A while ago I decided to hang up my career in the world of stability and normality. A world of long hours on another persons clock. For years I had been talking about being my own boss. So one morning I wrote a letter and handed it over. I gave up having someone else making decisions for me, for better or for worse. I gave all of this up instability and insanity, longer hours, but all for me, and having to answer to no one but myself. In other words I run headlong off a cliff and quit my job to run my own business and it was not a surprise that suddenly my life became that much more interesting. Here are 5 things I noticed when I quit my job to start my own business.
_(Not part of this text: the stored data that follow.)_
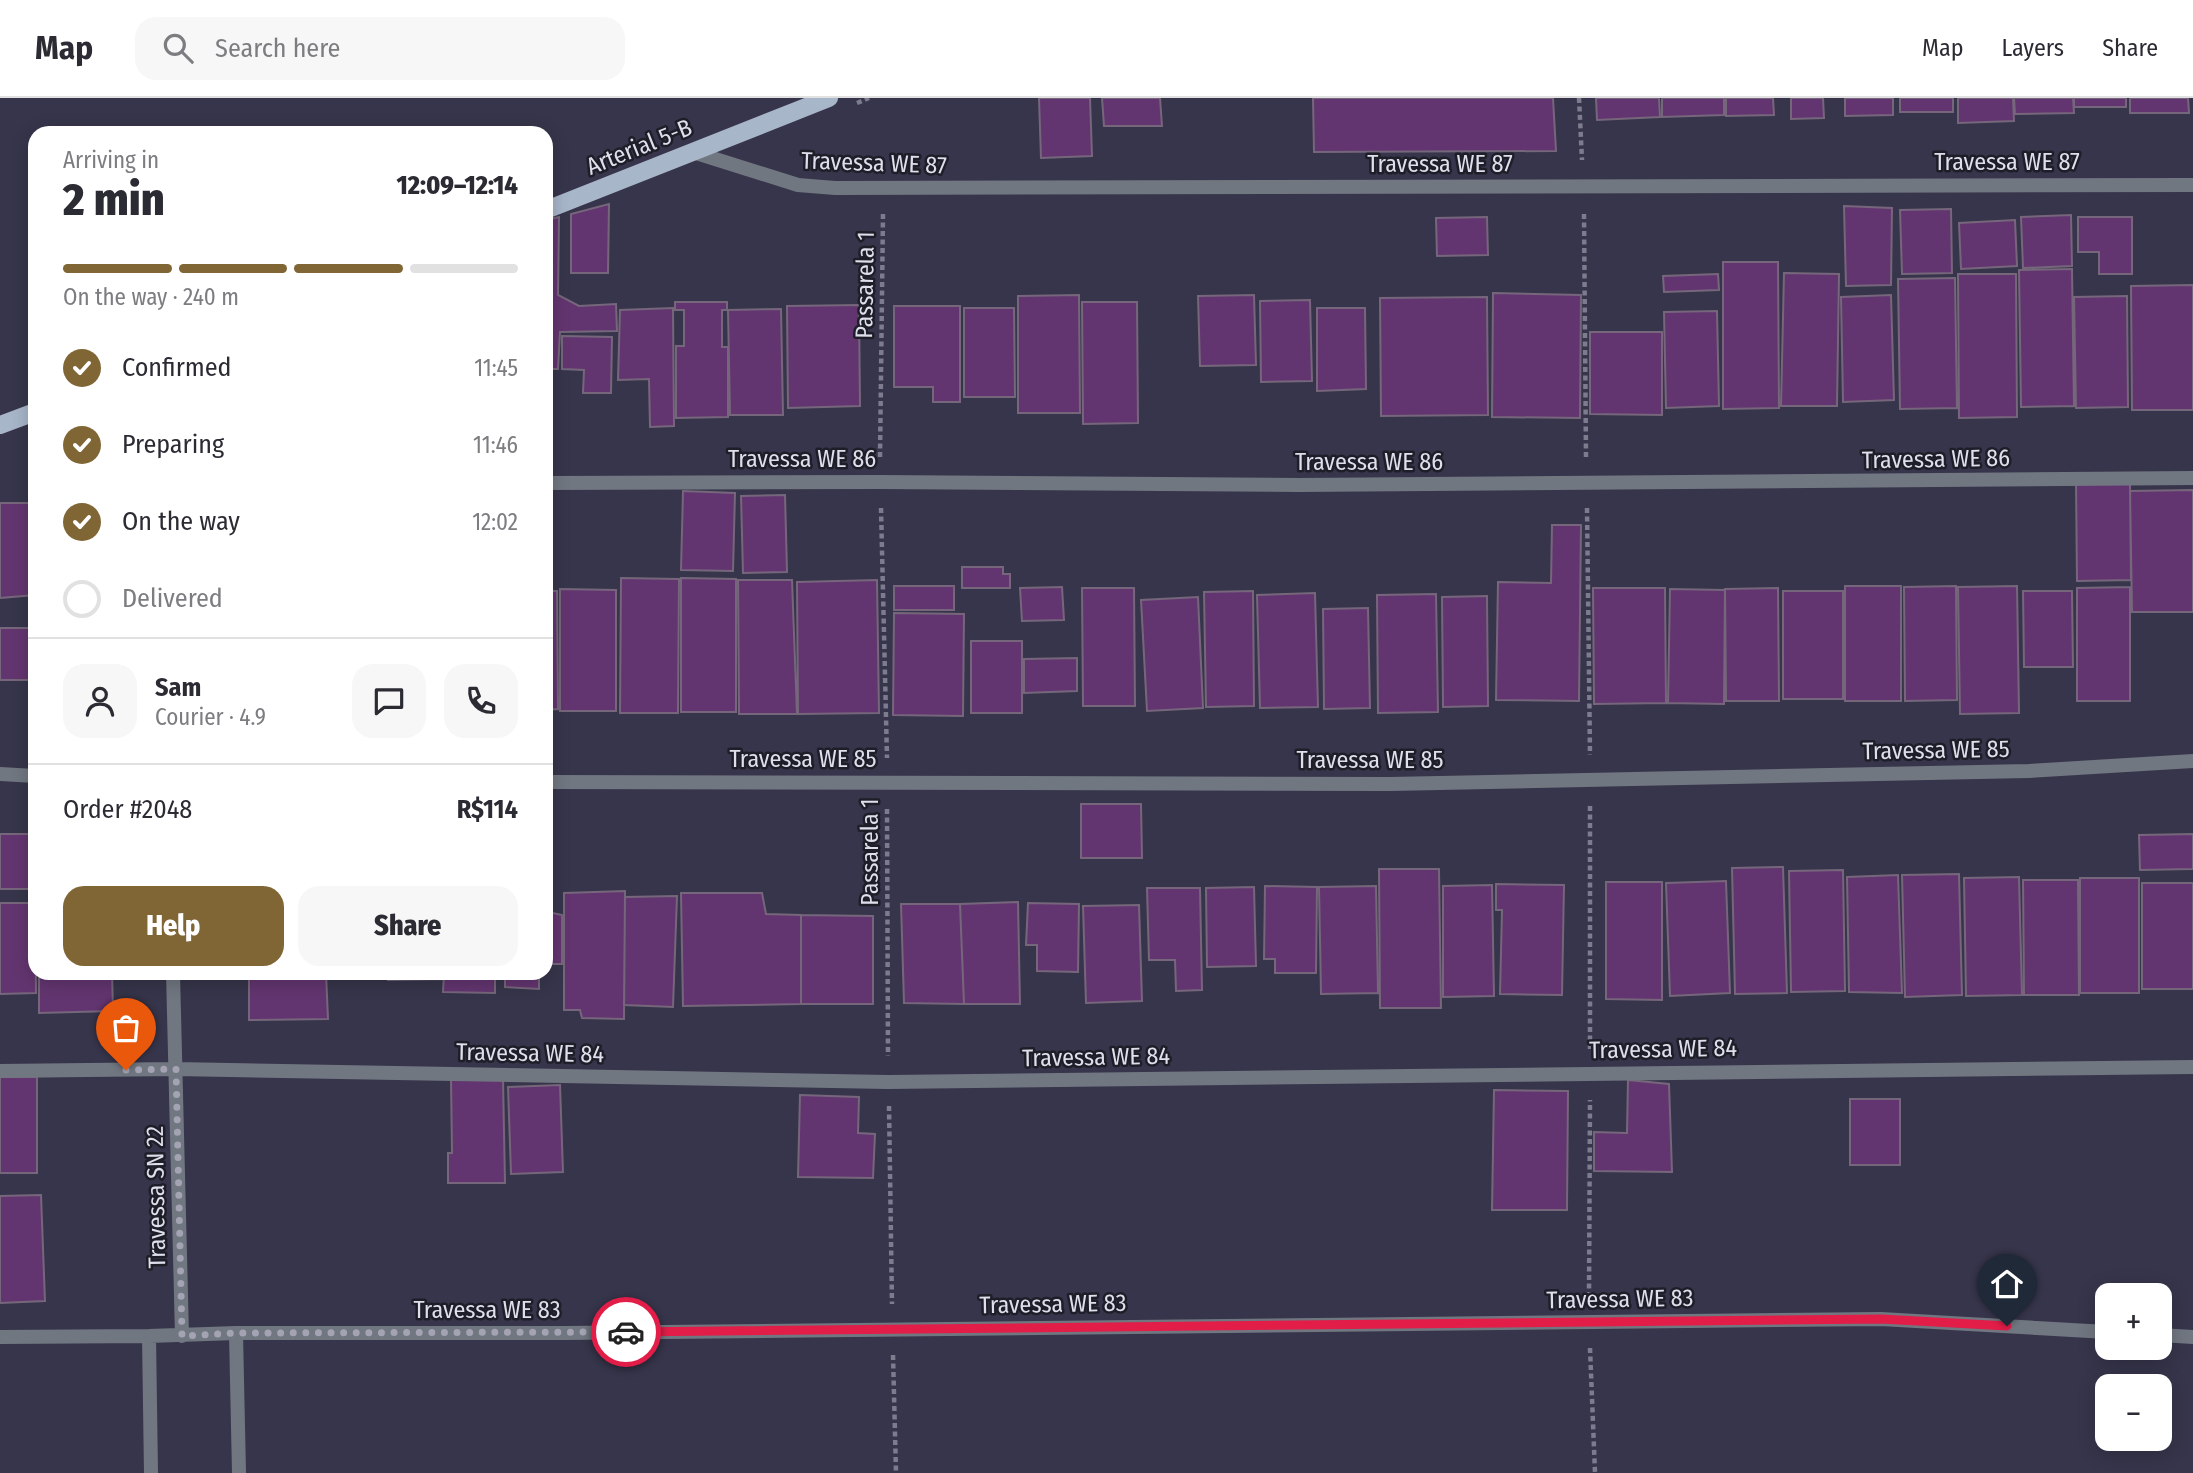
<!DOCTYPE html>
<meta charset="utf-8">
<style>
:root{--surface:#fff;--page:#f7f7f7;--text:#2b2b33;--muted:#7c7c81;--line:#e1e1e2;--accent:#806535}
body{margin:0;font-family:"Fira Sans Condensed",sans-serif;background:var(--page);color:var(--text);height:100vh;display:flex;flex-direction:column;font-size:26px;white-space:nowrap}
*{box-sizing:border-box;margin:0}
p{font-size:23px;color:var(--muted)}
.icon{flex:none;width:38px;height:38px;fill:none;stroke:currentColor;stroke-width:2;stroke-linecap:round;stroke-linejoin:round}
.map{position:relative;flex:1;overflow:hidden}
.details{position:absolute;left:28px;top:28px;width:525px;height:854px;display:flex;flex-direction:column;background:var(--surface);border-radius:21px;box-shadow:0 4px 18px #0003}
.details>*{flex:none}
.controls{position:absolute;left:2095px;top:1185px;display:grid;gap:14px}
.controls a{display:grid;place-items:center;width:77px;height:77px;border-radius:14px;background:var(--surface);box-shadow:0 4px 18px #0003;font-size:35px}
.pin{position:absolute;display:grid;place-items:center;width:60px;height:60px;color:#fff;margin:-72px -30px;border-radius:50% 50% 50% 0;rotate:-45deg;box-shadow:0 0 7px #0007}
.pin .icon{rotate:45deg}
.courier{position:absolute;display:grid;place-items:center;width:70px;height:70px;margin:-35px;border:5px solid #e11d48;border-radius:50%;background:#fff;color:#222;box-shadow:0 2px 9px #0007}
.headline em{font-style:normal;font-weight:800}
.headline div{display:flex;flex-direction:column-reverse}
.headline{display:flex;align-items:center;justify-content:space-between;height:119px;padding:0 35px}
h1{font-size:46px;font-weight:800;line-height:52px}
.bar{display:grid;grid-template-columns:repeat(4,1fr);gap:10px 7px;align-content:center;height:84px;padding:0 35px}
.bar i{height:9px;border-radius:5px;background:var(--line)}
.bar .selected{background:var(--accent)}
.bar p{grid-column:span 4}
.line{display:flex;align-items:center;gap:18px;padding:0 35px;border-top:2px solid var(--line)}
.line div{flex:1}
.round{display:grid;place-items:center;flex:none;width:74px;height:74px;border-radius:21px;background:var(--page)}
ol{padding:0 35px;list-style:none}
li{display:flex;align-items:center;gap:21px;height:77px}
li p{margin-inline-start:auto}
li .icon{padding:7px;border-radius:50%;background:var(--accent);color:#fff;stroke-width:4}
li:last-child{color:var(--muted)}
li i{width:38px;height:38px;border:4px solid var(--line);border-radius:50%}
.button{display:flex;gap:14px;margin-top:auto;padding:14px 35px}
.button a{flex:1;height:80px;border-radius:21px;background:var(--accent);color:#fff;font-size:28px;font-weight:800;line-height:80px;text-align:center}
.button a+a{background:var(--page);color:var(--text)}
header{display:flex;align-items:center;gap:42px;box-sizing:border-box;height:98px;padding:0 35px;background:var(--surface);border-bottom:2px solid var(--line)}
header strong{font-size:33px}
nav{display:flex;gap:38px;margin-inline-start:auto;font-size:24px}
.search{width:490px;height:63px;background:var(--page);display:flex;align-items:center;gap:18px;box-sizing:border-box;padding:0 24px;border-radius:21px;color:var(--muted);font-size:26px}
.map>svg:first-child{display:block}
</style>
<header>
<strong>Map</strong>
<div class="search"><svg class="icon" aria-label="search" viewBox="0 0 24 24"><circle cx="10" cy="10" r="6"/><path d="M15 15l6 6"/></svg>Search here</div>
<nav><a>Map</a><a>Layers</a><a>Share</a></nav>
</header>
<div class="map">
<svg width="2193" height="1375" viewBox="0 0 2193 1375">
<rect width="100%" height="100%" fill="#37354b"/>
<path fill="#633570" stroke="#76667b" stroke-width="2" d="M1039,0h51l2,58 -51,2z
M1102,0h58l2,28h-58z
M1313,0h240l3,53 -242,1z
M1596,0h63l1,19 -63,3z
M1662,0h62v17l-62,2z
M1726,0h47l1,17 -48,1z
M1791,0h32l1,20 -33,1z
M1845,0h48v17l-48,1z
M1900,0h53v14h-53z
M1958,0h55l1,23 -56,2z
M2014,0h59l1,15 -59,1z
M2074,0h52v9h-52z
M2130,0h58l1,15h-59z
M609,106l-1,69h-37v-59z
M1844,108l48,2 -1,77 -45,1z
M1951,111l1,64 -50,1 -2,-64z
M2071,117l1,51 -49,2 -2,-51z
M559,119l-1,78 21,11 37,-2 1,27 -57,1 -2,37h-12v-149z
M1487,119l1,38 -51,1 -1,-38z
M2078,119h54v57h-33v-22h-21z
M2015,122l2,46 -56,3 -2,-46z
M1723,164h55l1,146 -56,1z
M2072,171l2,137 -53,1 -2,-137z
M1784,175l55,1 -2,132h-56z
M1718,176l1,16 -55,2 -1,-16z
M1958,176h58l1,143 -58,1z
M1955,180l2,130 -57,1 -2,-130z
M2193,187v125h-61l-1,-124z
M1493,195l88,2 -1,123 -88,-1z
M1079,197l1,118h-62v-117z
M1254,197l2,70 -56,1 -2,-70z
M1891,197l3,105 -51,2 -2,-105z
M2127,198l1,111 -52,1 -2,-111z
M1487,199l1,118 -107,1 -1,-118z
M1310,202l2,81 -51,1 -1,-81z
M675,204h52v8h-5v37h6v70l-52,1v-72h8v-36h-9z
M1082,204h55l1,121 -55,1z
M859,207l1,101 -72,2 -1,-102z
M894,208h66v96h-27v-15h-39z
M673,210l1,118 -24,1 -1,-48 -31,1 2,-70z
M964,210h50l1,89h-51z
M1317,210h48l1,81 -49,2z
M781,211l2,106h-53l-2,-105z
M1717,213l2,95 -53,2 -2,-96z
M1590,234h72v83l-72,-1z
M562,238l50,1 -1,56h-28l1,-23 -22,-1z
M546,282h5l1,35h-6z
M2076,384h54l1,98 -54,1z
M2193,392v122h-61l-2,-121z
M683,393l52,2 -2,78 -52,-1z
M785,397l2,77 -44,1 -2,-77z
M0,405h33l2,92 -35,3z
M1552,427h29l-2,176 -83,-1 2,-118 53,1z
M962,469h41v7h7v14h-48z
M621,480l58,1 -1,134h-58z
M681,480l55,1v133h-55z
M738,482h54l5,134h-58z
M877,482l2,133 -81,1 -1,-132z
M894,488h60v24h-60z
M1845,488h56v115h-56z
M1956,488l1,114 -52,1 -1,-114z
M2017,488l2,127 -59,1 -2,-127z
M1062,489l2,33 -42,1 -2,-33z
M2130,489v114h-53v-113z
M1082,490h52l1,118h-52z
M1593,490h72l1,115 -72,1z
M1778,490l1,113h-53l-1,-112z
M560,491l56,1v121h-56z
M1670,491l55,1 -1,114 -56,-1z
M546,493h11l1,118 -12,1z
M1253,493l1,115 -48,1 -2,-115z
M1783,493h60v108h-60z
M2023,493h49l1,76h-49z
M1315,495l3,114 -58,1 -3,-113z
M1436,496l2,118 -60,1 -1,-118z
M1487,498l1,110 -45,1 -1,-110z
M1198,499l5,111 -56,3 -6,-111z
M1368,510l2,100 -46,1 -1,-100z
M894,515l70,1 -1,102 -70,-1z
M0,530h32v52h-32z
M971,543h51v72h-51z
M1077,560v33l-53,2v-34z
M1081,706h60l1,54h-61z
M0,736h35v55h-35z
M2193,736v35l-53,1 -1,-35z
M1783,769l4,126 -52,1 -3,-126z
M1379,771h60l2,139h-61z
M1843,772l2,121 -54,1 -2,-121z
M1959,776l3,121 -57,2 -3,-122z
M1898,777l4,118 -53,-1 -2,-115z
M2019,779l3,118 -56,1 -2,-118z
M2080,780h59v115h-59z
M2023,782h55l1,115h-55z
M1726,783l4,112 -60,3 -4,-113z
M1606,784h56v118l-56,-1z
M2142,785h51v106h-51z
M1496,786l68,1 -2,110 -62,-1 2,-84h-6z
M1492,787l2,111 -51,1v-111z
M1265,788l52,1 -1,86h-41v-14h-11z
M1376,788l2,107 -57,1 -2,-107z
M1254,789l2,79 -49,1 -1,-79z
M1147,790h53l2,102 -26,1 -1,-31h-26z
M625,793l-1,128 -42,-1 -2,-8h-16v-117z
M681,795h81l4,21 35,1v89l-118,2z
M677,798l-4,111 -49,-2 1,-108z
M1018,804l2,102h-56l-4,-100z
M0,805h35l1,90 -36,1z
M546,805h2v9l14,3v49h-16z
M1028,805l51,1 -1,68 -41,-1v-26h-11z
M901,806h59l4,100 -60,-1z
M1139,807l3,96 -56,2 -3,-97z
M801,817l72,1v88h-72z
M39,875h73l1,38 -74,2z
M249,875h77l2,46 -79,1z
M388,875h54l1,6 -55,1z
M444,875h51v20l-52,-1z
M505,875h34v16l-34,-2z
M0,979h37v96h-37z
M503,981l2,104h-57v-30h4l-1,-73z
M1628,982l41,4 3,88 -78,-1v-39l33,1z
M560,987l3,87 -52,2 -3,-87z
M1494,992l74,1 -1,119h-75z
M800,997l59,2 -1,36 17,1 -2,44 -75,-1z
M1850,1001h50v66h-50z
M41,1097l4,106 -45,2v-107z"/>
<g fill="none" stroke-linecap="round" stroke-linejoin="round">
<path stroke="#7d7b8e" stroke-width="4.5" stroke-dasharray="5 3.5" stroke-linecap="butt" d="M1579,0l3,62
M857,5l12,-5
M1584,116l2,243
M880,359l3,-243
M881,410l6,250
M1587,410l3,247
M1590,708v243
M887,711l1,247
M889,1008l3,198
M1589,1199l1,-197
M1590,1250l5,125
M893,1257l3,118"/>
<path stroke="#717781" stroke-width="14" d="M693,54l105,33 37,3 1358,-3
M546,385l334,-1 418,3 895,-7
M0,676l35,2
M546,684l844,2 639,-13 164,-10
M173,875l9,363
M0,973l176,-2 712,13 1305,-15
M236,1235l3,140
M2160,1237l33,2
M149,1238l2,137
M0,1239l149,-1 87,-3h329l1316,-14 226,13"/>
<path stroke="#a8b6ca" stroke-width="18" d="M546,112l283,-112
M0,327l35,-13"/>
</g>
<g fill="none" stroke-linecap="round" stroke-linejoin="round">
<path stroke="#a4a3b4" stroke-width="7" stroke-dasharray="0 12.6" d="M126,972l50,-1 6,267 54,-3 390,-1"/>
<path stroke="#e11d48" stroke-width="9" d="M626,1234l1255,-13 126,7"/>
</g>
<g text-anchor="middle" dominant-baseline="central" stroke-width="5" stroke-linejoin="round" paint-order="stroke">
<g font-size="24" fill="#dfdeec" stroke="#1e1e28">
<text transform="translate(639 49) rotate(-22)">Arterial 5-B</text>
<text x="2007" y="64">Travessa WE 87</text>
<text transform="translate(874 65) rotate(2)">Travessa WE 87</text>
<text x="1440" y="66">Travessa WE 87</text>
<text transform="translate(865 187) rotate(-89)">Passarela 1</text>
<text x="802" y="361">Travessa WE 86</text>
<text transform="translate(1936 361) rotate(-1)">Travessa WE 86</text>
<text x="1369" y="364">Travessa WE 86</text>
<text transform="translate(1936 652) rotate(-1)">Travessa WE 85</text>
<text x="803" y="661">Travessa WE 85</text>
<text x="1370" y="662">Travessa WE 85</text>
<text transform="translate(870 754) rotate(-90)">Passarela 1</text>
<text transform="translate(1663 951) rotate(-1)">Travessa WE 84</text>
<text transform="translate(530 955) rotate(1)">Travessa WE 84</text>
<text transform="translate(1096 959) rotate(-1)">Travessa WE 84</text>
<text transform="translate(156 1099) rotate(-91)">Travessa SN 22</text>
<text transform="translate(1620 1201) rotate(-1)">Travessa WE 83</text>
<text transform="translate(1053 1206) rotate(-1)">Travessa WE 83</text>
<text x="487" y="1212">Travessa WE 83</text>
</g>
</g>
</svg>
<div class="controls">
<a>+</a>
<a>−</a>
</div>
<div class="pin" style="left:126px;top:972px;background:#ea580c"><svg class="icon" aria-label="bag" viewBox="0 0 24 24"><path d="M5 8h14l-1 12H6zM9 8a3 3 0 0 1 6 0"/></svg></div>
<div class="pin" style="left:2007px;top:1228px;background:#1f2937"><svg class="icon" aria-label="home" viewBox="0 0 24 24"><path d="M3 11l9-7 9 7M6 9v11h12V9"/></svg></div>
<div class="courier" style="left:626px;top:1234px"><svg class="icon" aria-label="car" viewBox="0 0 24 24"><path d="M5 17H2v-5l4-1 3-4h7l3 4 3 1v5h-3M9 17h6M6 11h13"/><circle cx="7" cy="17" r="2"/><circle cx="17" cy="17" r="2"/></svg></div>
<section class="details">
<div class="headline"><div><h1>2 min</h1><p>Arriving in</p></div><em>12:09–12:14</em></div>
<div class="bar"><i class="selected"></i><i class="selected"></i><i class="selected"></i><i></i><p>On the way · 240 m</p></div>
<ol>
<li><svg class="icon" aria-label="check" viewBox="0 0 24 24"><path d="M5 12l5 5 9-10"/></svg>Confirmed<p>11:45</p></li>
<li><svg class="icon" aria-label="check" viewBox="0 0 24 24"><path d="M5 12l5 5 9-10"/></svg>Preparing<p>11:46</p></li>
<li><svg class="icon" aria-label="check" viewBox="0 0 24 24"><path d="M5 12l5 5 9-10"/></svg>On the way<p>12:02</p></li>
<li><i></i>Delivered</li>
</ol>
<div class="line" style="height:126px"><a class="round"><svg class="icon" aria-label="person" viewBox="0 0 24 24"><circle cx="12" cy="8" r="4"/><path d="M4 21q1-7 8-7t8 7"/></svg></a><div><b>Sam</b><p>Courier · 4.9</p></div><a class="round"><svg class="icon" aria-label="chat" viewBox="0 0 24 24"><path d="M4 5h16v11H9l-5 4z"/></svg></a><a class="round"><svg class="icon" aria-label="phone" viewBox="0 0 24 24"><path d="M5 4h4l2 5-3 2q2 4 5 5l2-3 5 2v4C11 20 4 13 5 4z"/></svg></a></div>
<div class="line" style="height:91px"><div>Order #2048</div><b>R$114</b></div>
<div class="button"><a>Help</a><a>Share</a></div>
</section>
</div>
1. Advice! Advice everywhere!
Seemingly everyone seems to wants to have their say in how things should go and, though people are mostly supportive, it is hard to distinguish what advice you should be listening to and what advice you should put to one side. I have had at least 4 completely different pieces of advice on how to manage my social media, 3 different bits of advice on how business works here in New Zealand (all different and a few with an ‘I think’ helpfully added on) and lots of advice on where to sell. So what advice do you take?
Start by looking at the person. Do they really know what they are talking about? Are they just trying to be caring, but do not understand the real nature of what you are doing? Are they successful in what they do? Have they been in your position? Do they know anything about the industry you work in? You will know what will feel right in the end, but it will be hard sometimes to separate the wheat from the chaff.
2. People always seem to want to share their opinion on my choice.
This, again, is not always a bad thing. In fact in my case most of the opinions were amazing, I am really lucky to have wonderful and supportive friends and family. The opinions were that I had been brave, that it was a wonderful thing to have done, that they loved what I did and could not wait to help me out. Then were, of course, the few, ‘What are you going to do about money?’ the few, ‘Well how are you going to do that?’ the few, ‘Are you sure you are making the right choice?’. A lot of these people most seem to be of the opinion that you woke up one morning and just decided ‘Hey, I should quit my job and start-up a crafting business.’ and handed in your resignation the next day.
If you have quit your job to run your own business then it is very likely that you have researching it for months, even years, you will have read everything you could find on the subject, you will have looked carefully at your finances and worked out how you are going to support yourself…you know you have done this, believe in yourself at this point. Though that will not stop you looking at yourself in the mirror some mornings, when you are cleaning your teeth, and wondering what the hell you are doing!
3. I suddenly become much busier.
Yes! You finally did it, you handed your notice in and resigned, your 9-5 job is gone, you now have a great view from your office window every morning, your commute is less than 2 minutes and the only demanding coworkers are your cats. Now this is where the hard work really starts.
Hours spent fine tuning your branding, marketing on-line and networking. If you thought you spent a lot of time on social media before hand, if your brand requires online marketing, Facebook and Instagram are suddenly your life. Paperwork, accounting, stock checks, all of that kind of thing are forcing their way into your thoughts at inconvenient times.
If anything at the start of my business I spent a chuck of my time time finding things to make all of this a little easier, organisation apps, accounting apps, time management methods. A lot of time when I was starting up was spent working out how to best save myself time and manage that time. Not only that I am finishing up this Blog post on a Sunday to make sure I can publish it in time for the week ahead.
4. My stress changed.
In my old career I never really felt in charge or in control, when I saw bad decisions being made I could do nothing about them, or at the most I could stick my oar in and hope for a change.
When you run your own business it can be stressful, deadlines need to be met, things can go wrong, you can struggle with money for a long time, but it feels different when all of this is happening for you. When you are the one making the changes, when the outcome affects your bottom line, it all just seems more worth while. I do still worry, but when you are doing something you truly enjoy and when the effort you put in affects you and your business directly the stress just feels more worth while.
5. I have never been happier.
OK, this is not a guarantee, but in most cases if you are the kind of person that is prepared to take that leap and feels that is what they want to do in their gut and can cope with having just about enough money to grab a quick ice-cream as a treat, when you start-up, then you will be happier. Not only am I happy with my decisions, I get to work my work day around my rhythms. It took me a while of trying to set up a routine but, when I let myself just work as I wanted, I eventually found out what maximizes my time. I love to create things first thing in the morning, while my other half is driving to work, parking up the car, and heading off into the office, I am up, sitting in front of Netflix and working on my masterpiece, a cup of coffee helping me kick the thinking part of my brain into gear. Late afternoon is when I like to write, my brain is buzzing and words just pour onto the screen. Allowing my natural rhythm to come into play means I am more efficient and more relaxed. I can take a take a two-hour lunch break and make up for that time in the evenings or during a quiet bit of the weekend. I work the same amount, or maybe even a little more, but it is much more spread out. All in all I just feel better about things.
What are your experiences? What would you tell others who started their own business? What would you have wanted someone to tell you?